- [Collected data]

--

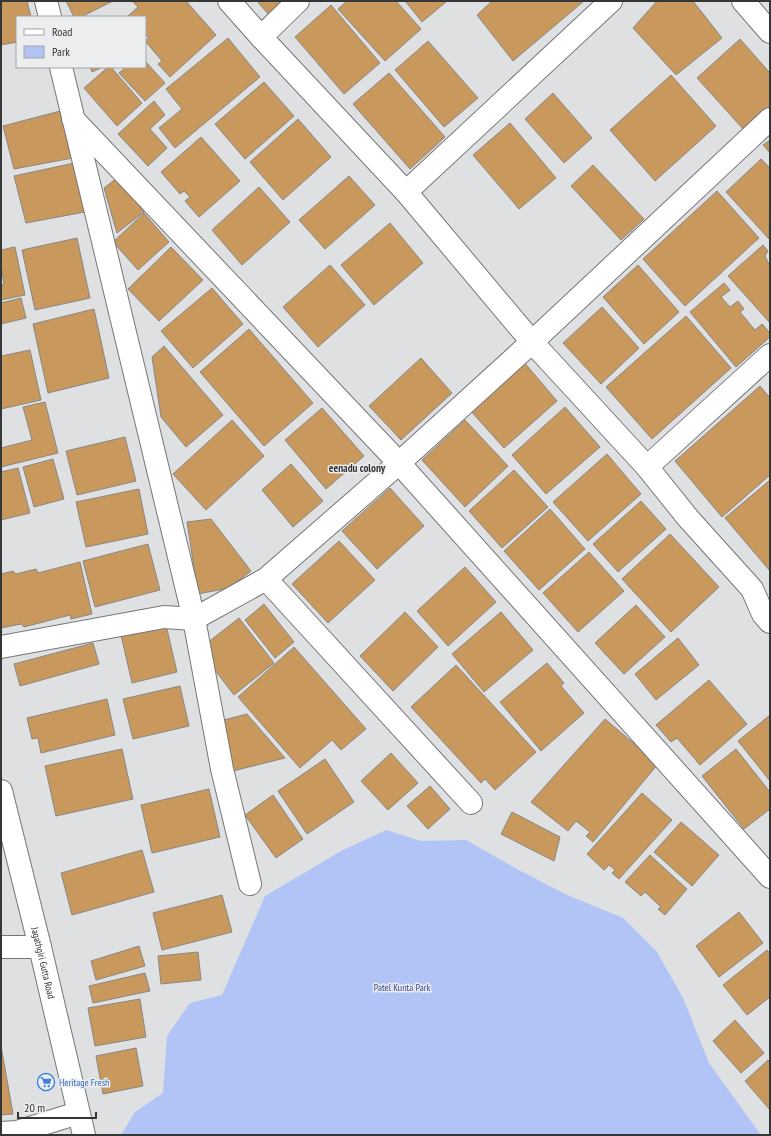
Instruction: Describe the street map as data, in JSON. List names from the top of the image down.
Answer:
{
  "streets": {
    "street": ["Jagathgiri Gutta Road"]
  },
  "districts": ["eenadu colony"],
  "parks": ["Patel Kunta Park"],
  "places": {
    "supermarket": ["Heritage Fresh"]
  },
  "legend": ["Road", "Park"],
  "scale_bar": "20 m"
}
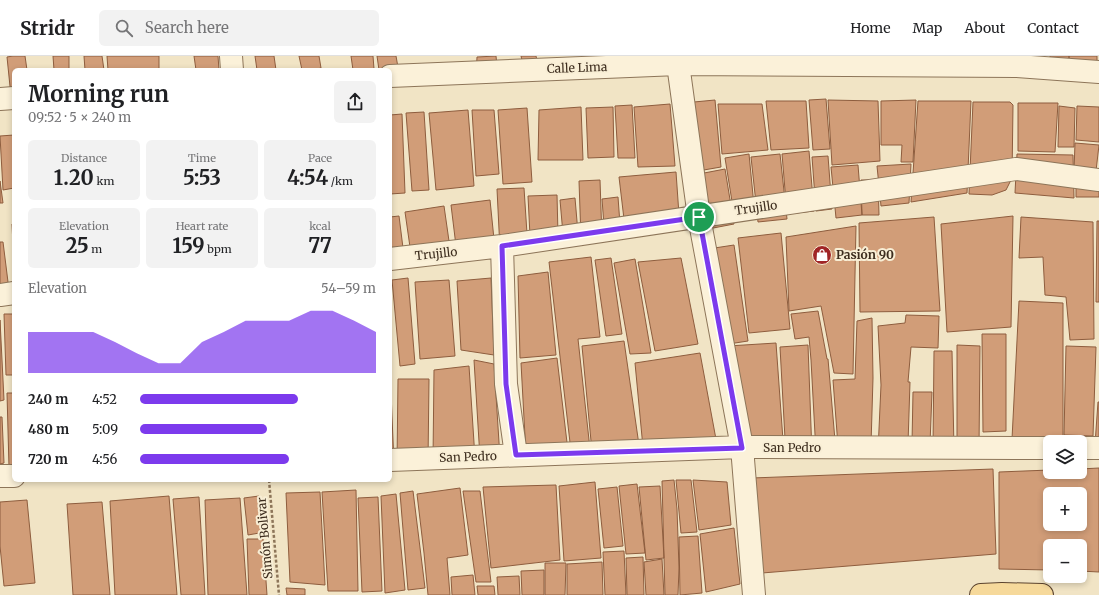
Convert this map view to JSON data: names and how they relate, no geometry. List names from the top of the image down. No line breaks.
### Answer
{"streets":{"street":["Calle Lima","Trujillo","San Pedro"],"path":["Simón Bolivar"]},"places":{"shop":["Pasión 90"]},"page":{"header":"Stridr","search":"Search here","nav":["Home","Map","About","Contact"],"heading":["Morning run","09:52 · 5 × 240 m"],"stats":[["Distance","1.20 km"],["Time","5:53"],["Pace","4:54 /km"],["Elevation","25 m"],["Heart rate","159 bpm"],["kcal","77"]],"chart":["Elevation","54–59 m"],"list":[{"name":"240 m","note":"4:52"},{"name":"480 m","note":"5:09"},{"name":"720 m","note":"4:56"}],"map_buttons":["+","−"]}}
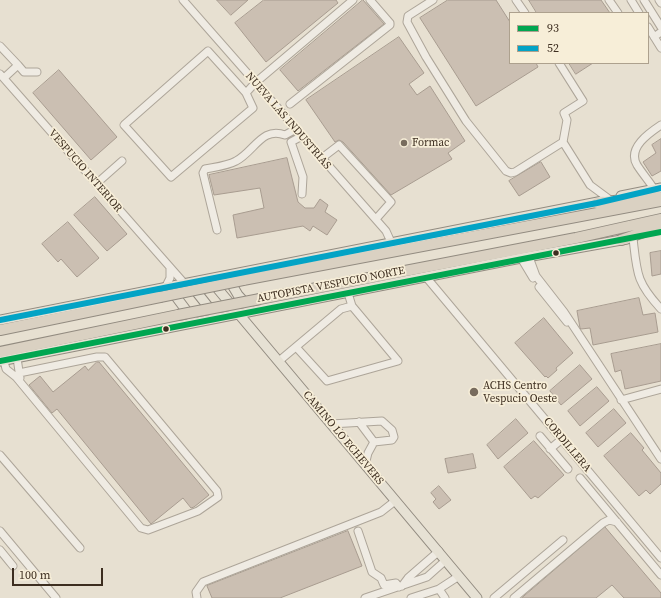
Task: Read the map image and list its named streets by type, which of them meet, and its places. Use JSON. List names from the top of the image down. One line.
{"streets":{"highway":["AUTOPISTA VESPUCIO NORTE"],"main road":["CAMINO LO ECHEVERS"],"street":["NUEVA LAS INDUSTRIAS","VESPUCIO INTERIOR","CORDILLERA"]},"places":["Formac","ACHS Centro Vespucio Oeste"],"lines":["transit line 52","transit line 93"],"legend":["93","52"],"scale_bar":"100 m"}
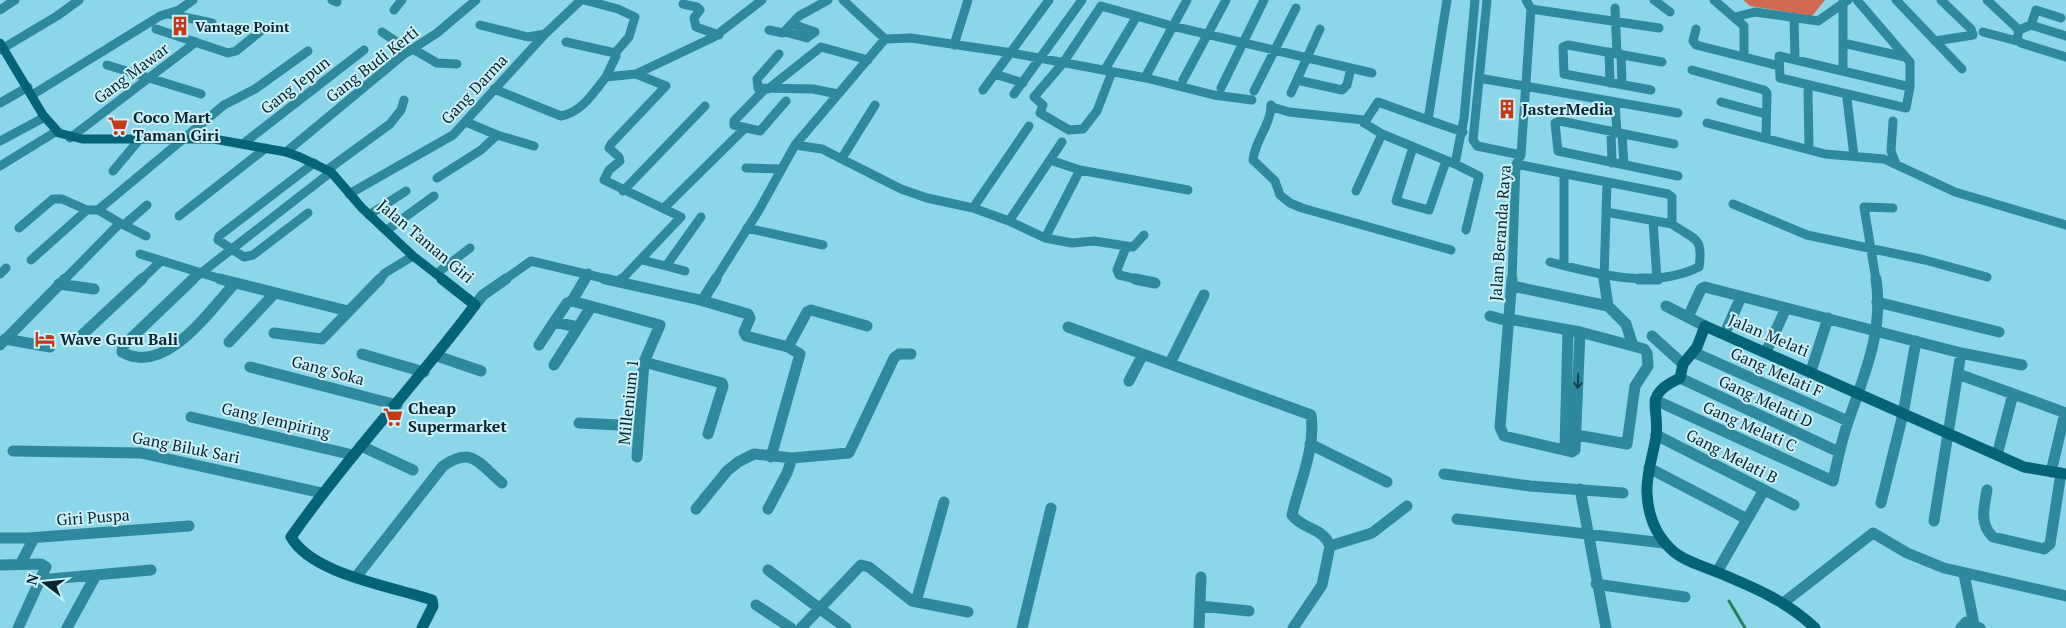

--

- [Your instructions] A faithful copy of the entries above is needed, one that contains no images.

- [Exercise result]
Instruction: Describe the street map as data, in JSON. List names from the top of the image down.
Answer:
{
  "streets": {
    "street": ["Jagathgiri Gutta Road"]
  },
  "districts": ["eenadu colony"],
  "parks": ["Patel Kunta Park"],
  "places": {
    "supermarket": ["Heritage Fresh"]
  },
  "legend": ["Road", "Park"],
  "scale_bar": "20 m"
}
Convert this map view to JSON data: names and how they relate, no geometry. List names from the top of the image down. No line breaks.
### Answer
{"streets":{"street":["Calle Lima","Trujillo","San Pedro"],"path":["Simón Bolivar"]},"places":{"shop":["Pasión 90"]},"page":{"header":"Stridr","search":"Search here","nav":["Home","Map","About","Contact"],"heading":["Morning run","09:52 · 5 × 240 m"],"stats":[["Distance","1.20 km"],["Time","5:53"],["Pace","4:54 /km"],["Elevation","25 m"],["Heart rate","159 bpm"],["kcal","77"]],"chart":["Elevation","54–59 m"],"list":[{"name":"240 m","note":"4:52"},{"name":"480 m","note":"5:09"},{"name":"720 m","note":"4:56"}],"map_buttons":["+","−"]}}
Task: Read the map image and list its named streets by type, which of them meet, and its places. Use JSON. List names from the top of the image down. One line.
{"streets":{"highway":["AUTOPISTA VESPUCIO NORTE"],"main road":["CAMINO LO ECHEVERS"],"street":["NUEVA LAS INDUSTRIAS","VESPUCIO INTERIOR","CORDILLERA"]},"places":["Formac","ACHS Centro Vespucio Oeste"],"lines":["transit line 52","transit line 93"],"legend":["93","52"],"scale_bar":"100 m"}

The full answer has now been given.